Just then, however, one of the Serpents chose to fire an exploratory shot, to see if the fugitives’ train was near enough yet. It wasn’t. The bolt fell short. But only by a foot or so. A few more seconds and even that slender margin of safety would be eroded.

There wasn’t time for anything elegant. Mal settled for booting the seats off the back of the train.

They cartwheeled down the track towards the oncoming Serpents. Tlanextic yelled out a warning and everybody ducked. The seats failed to become wedged beneath the train; instead, they collided with the windshield, which shattered in a sparkling shower of glass shards that sprayed over the five Serpents and the driver. The seats then spun on past the train, landing behind and careering off, a mangle of tubular steel and plastic padding, through the windows of an adjacent tower.

“Nice try,” Reston commented.

“Worth a shot,” Mal said, as the driver of the other train popped his head up again and so did the Serpent Warriors, all of them shaking glass fragments out of their clothes.

“Uh-oh,” Reston then said.

“Oh, what now?”

“Look.”

“Bugger.”

Dead ahead, there was a third train. It was trundling along at a leisurely pace, empty apart from a driver who seemed in no hurry to get anywhere and was blissfully unaware of the two trains barrelling up from behind. He was just idling along from platform to platform like a cabbie cruising for his next fare.

“Does this thing have a horn?” Reston said.

“Racket we’re making, it’s a wonder he hasn’t heard us already,” said Mal. “Oi!” she shouted at the top of her lungs. “Dickhead! Shift yourself! Unless you want to get rammed.”

The driver in front turned and his eyes went saucer wide. He scrabbled to push the throttle forward, and his train started to speed up.

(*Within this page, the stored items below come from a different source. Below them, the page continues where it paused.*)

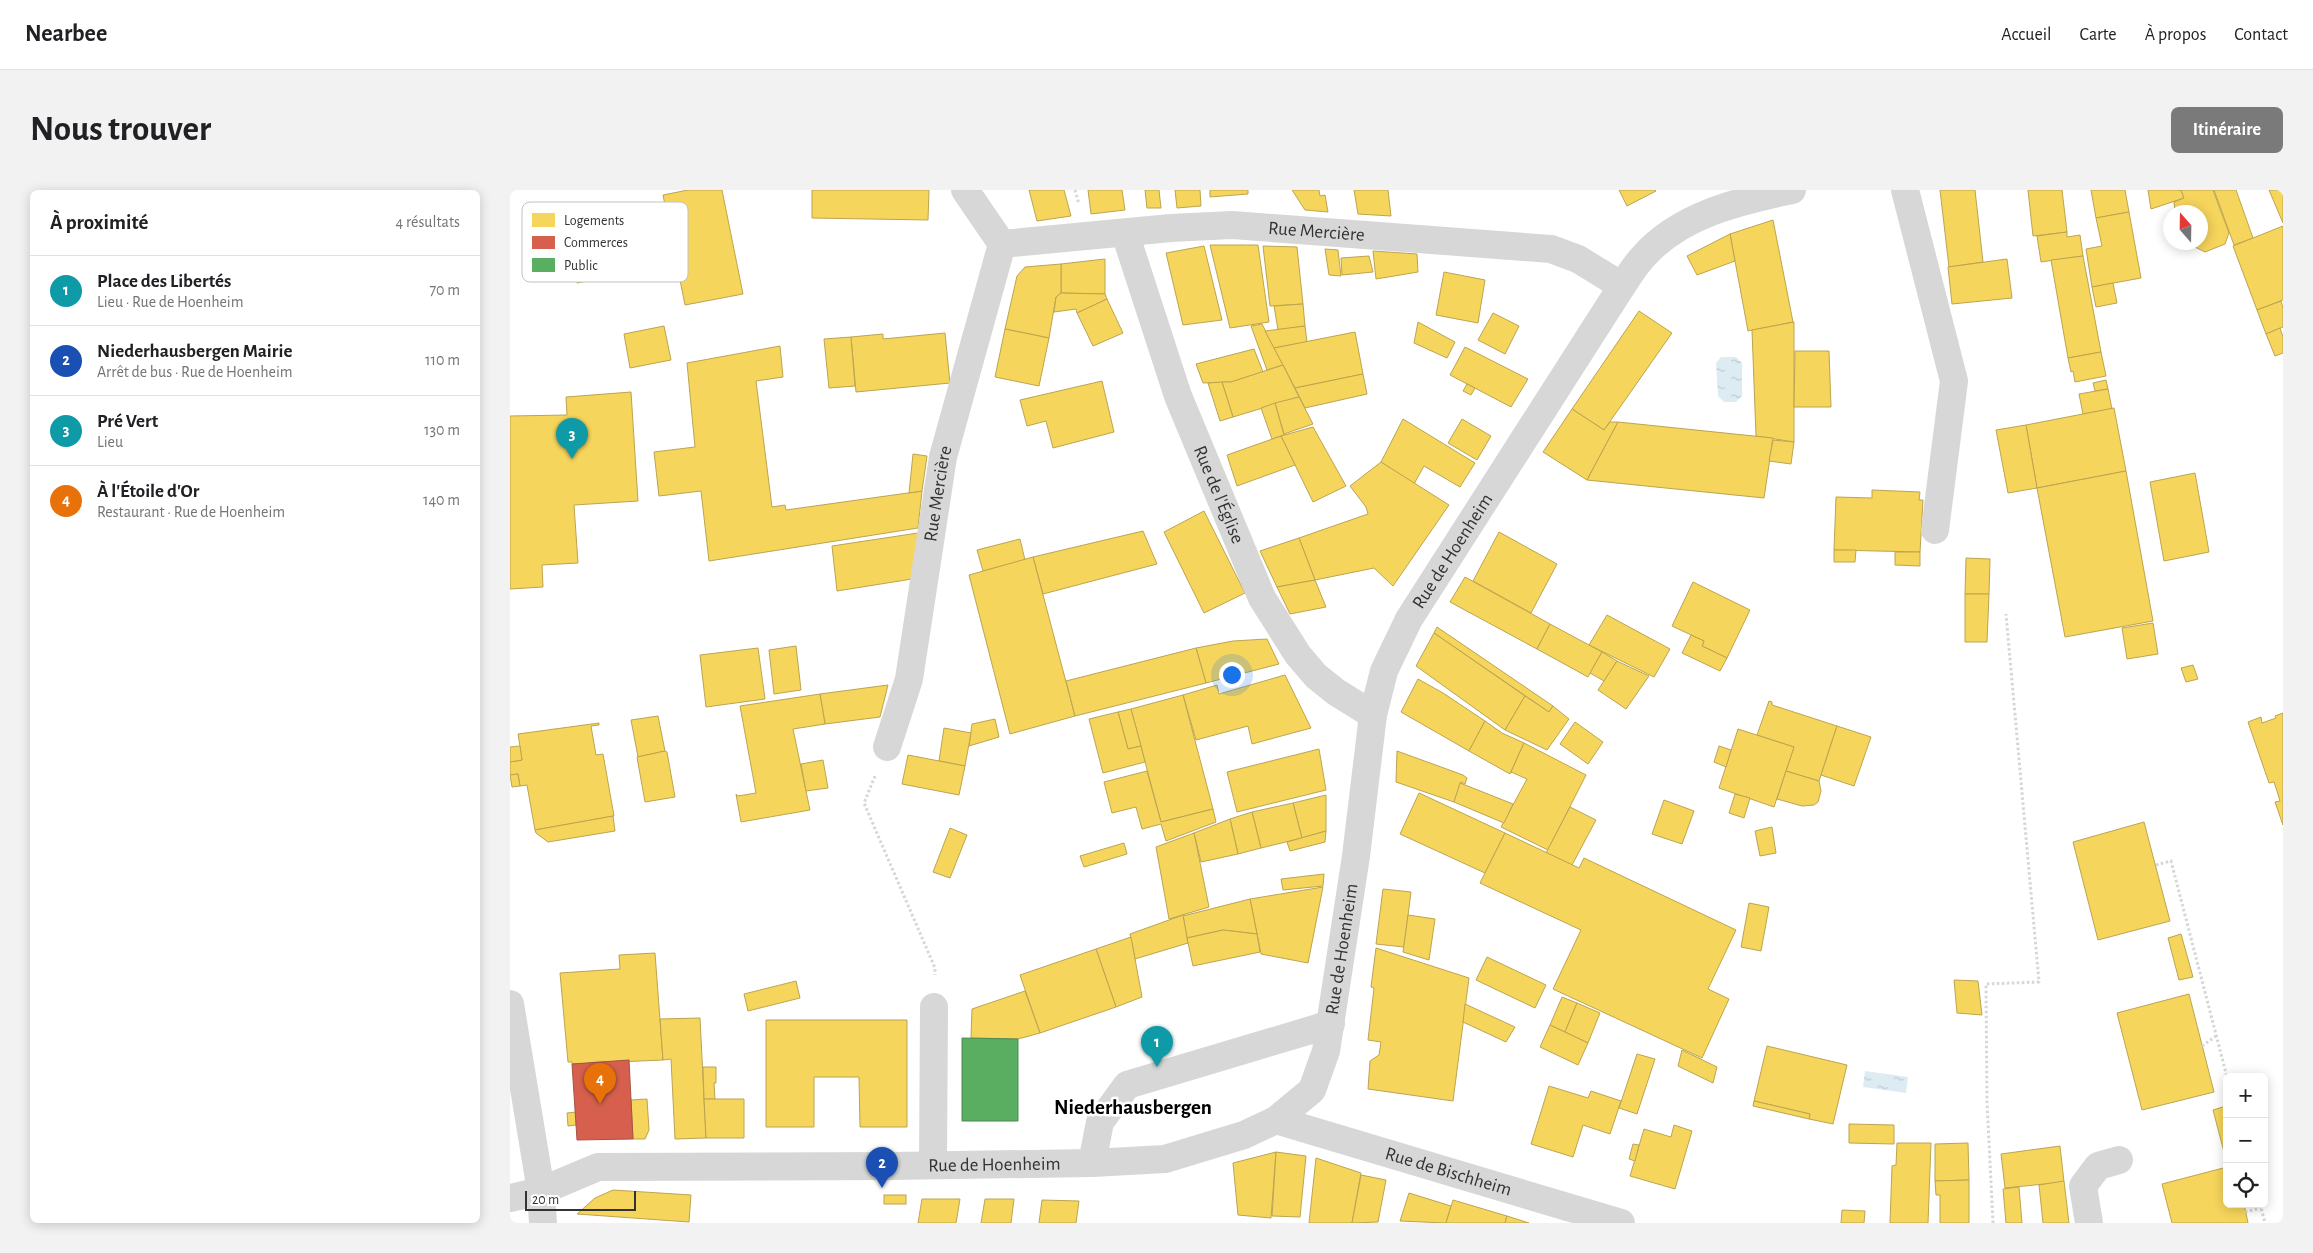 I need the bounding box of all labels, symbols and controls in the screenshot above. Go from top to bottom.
text: Nearbee [25,22,107,46]
text: Accueil [2001,26,2052,44]
text: Carte [2080,26,2117,44]
text: À propos [2145,26,2206,44]
text: Contact [2234,26,2288,44]
button: Itinéraire [2171,107,2283,153]
text: Nous trouver [30,112,211,147]
legend [522,202,688,282]
north arrow [2163,205,2208,250]
text: À proximité [50,212,148,233]
text: 4 résultats [396,214,460,230]
text: Logements [564,214,624,228]
street label: Rue Mercière [1267,218,1365,244]
text: Commerces [564,236,628,250]
text: Public [564,259,598,273]
text: Place des Libertés [97,272,231,291]
text: 1 [63,282,69,298]
text: 70 m [429,282,460,298]
text: Lieu · Rue de Hoenheim [97,294,244,310]
text: Niederhausbergen Mairie [97,342,292,361]
text: 2 [62,352,70,368]
text: 110 m [425,352,460,368]
text: Arrêt de bus · Rue de Hoenheim [97,364,293,380]
text: Pré Vert [97,412,158,431]
pin: 3 [556,418,588,459]
text: 3 [63,422,69,438]
text: 130 m [424,422,460,438]
text: Lieu [97,434,123,450]
street label: Rue de l'Église [1190,443,1248,546]
street label: Rue Mercière [921,444,955,543]
text: À l'Étoile d'Or [97,482,199,501]
street label: Rue de Hoenheim [1409,490,1496,612]
text: 4 [62,492,70,508]
text: 140 m [423,492,460,508]
text: Restaurant · Rue de Hoenheim [97,504,285,520]
your location [1219,662,1245,688]
street label: Rue de Hoenheim [1322,882,1361,1016]
pin: 1 [1141,1026,1173,1067]
pin: 4 [584,1063,616,1104]
map controls [2223,1073,2268,1208]
button: + [2223,1073,2268,1118]
district label: Niederhausbergen [1054,1097,1212,1118]
button: − [2223,1118,2268,1163]
street label: Rue de Bischheim [1383,1144,1514,1199]
pin: 2 [866,1147,898,1188]
street label: Rue de Hoenheim [928,1154,1061,1175]
button: locate [2223,1163,2268,1208]
scale bar [525,1188,636,1211]
text: 20 m [532,1193,559,1207] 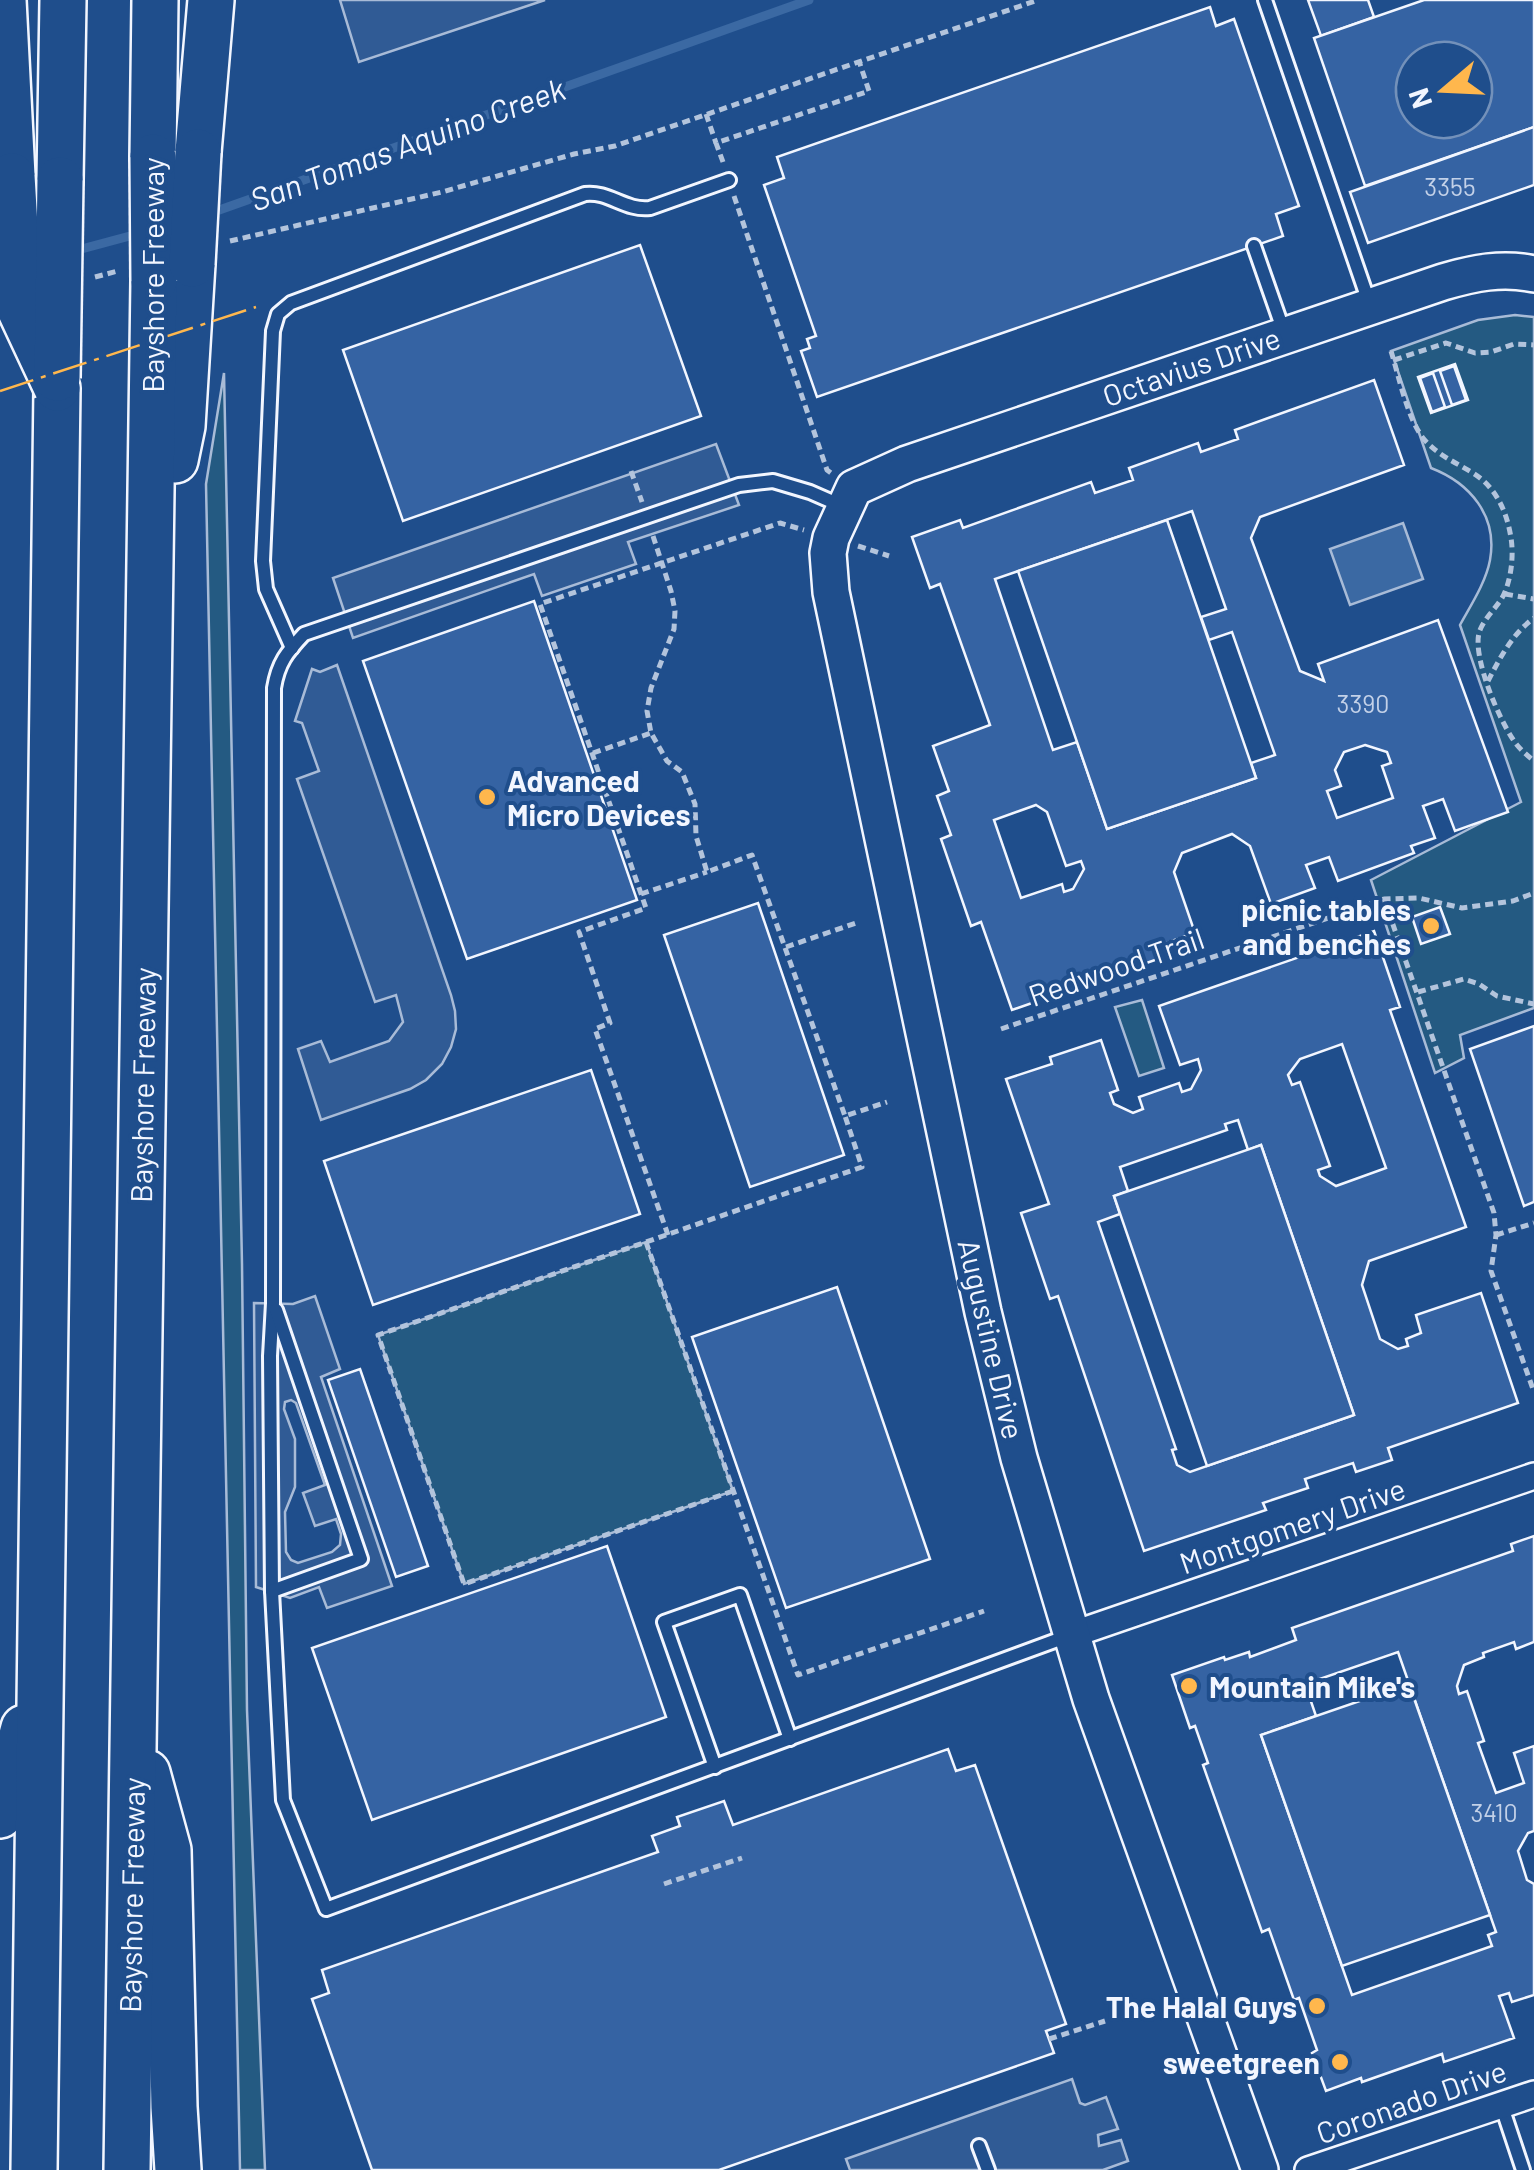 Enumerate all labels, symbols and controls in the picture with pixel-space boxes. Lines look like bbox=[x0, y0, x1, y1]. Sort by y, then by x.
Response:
north arrow bbox=[1394, 40, 1494, 140]
water label: San Tomas Aquino Creek bbox=[244, 68, 570, 218]
text: N bbox=[1400, 84, 1439, 113]
street label: Bayshore Freeway bbox=[134, 157, 170, 393]
house number: 3355 bbox=[1424, 171, 1476, 201]
street label: Octavius Drive bbox=[1097, 319, 1285, 413]
house number: 3390 bbox=[1337, 688, 1389, 718]
place label: Advanced Micro Devices bbox=[507, 762, 691, 832]
marker: Advanced Micro Devices bbox=[476, 786, 498, 808]
place label: picnic tables and benches bbox=[1241, 891, 1411, 961]
marker: picnic tables and benches bbox=[1420, 915, 1442, 937]
street label: Redwood Trail bbox=[1024, 919, 1208, 1013]
street label: Bayshore Freeway bbox=[122, 967, 162, 1203]
street label: Augustine Drive bbox=[951, 1235, 1033, 1443]
street label: Montgomery Drive bbox=[1175, 1470, 1409, 1580]
place label: Mountain Mike's bbox=[1209, 1668, 1415, 1704]
marker: Mountain Mike's bbox=[1178, 1675, 1200, 1697]
street label: Bayshore Freeway bbox=[111, 1777, 151, 2013]
house number: 3410 bbox=[1470, 1797, 1518, 1827]
place label: The Halal Guys bbox=[1106, 1988, 1297, 2024]
marker: The Halal Guys bbox=[1306, 1995, 1328, 2017]
place label: sweetgreen bbox=[1163, 2044, 1320, 2080]
marker: sweetgreen bbox=[1329, 2051, 1351, 2073]
street label: Coronado Drive bbox=[1311, 2052, 1511, 2150]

Their train was still zeroing in on his, though, and fast. Reston didn’t dare ease off, not with the Serpents breathing down their necks. A shunt was unavoidable.

“Brace yourself,” he told Mal.

Their train rear-ended the one in front. At that point, Newtonian physics took over. The front train, boosted from behind, jetted forward at even greater speed. The driver let out a squawk of terror, clinging to his control console for dear life.

Mal and Reston’s train, meanwhile, its nose now a crumpled mess, was brought almost to a standstill by the impact. The Serpent train continued rocketing towards it as rapidly as ever. The driver of the latter hit the brakes, but there wasn’t enough time.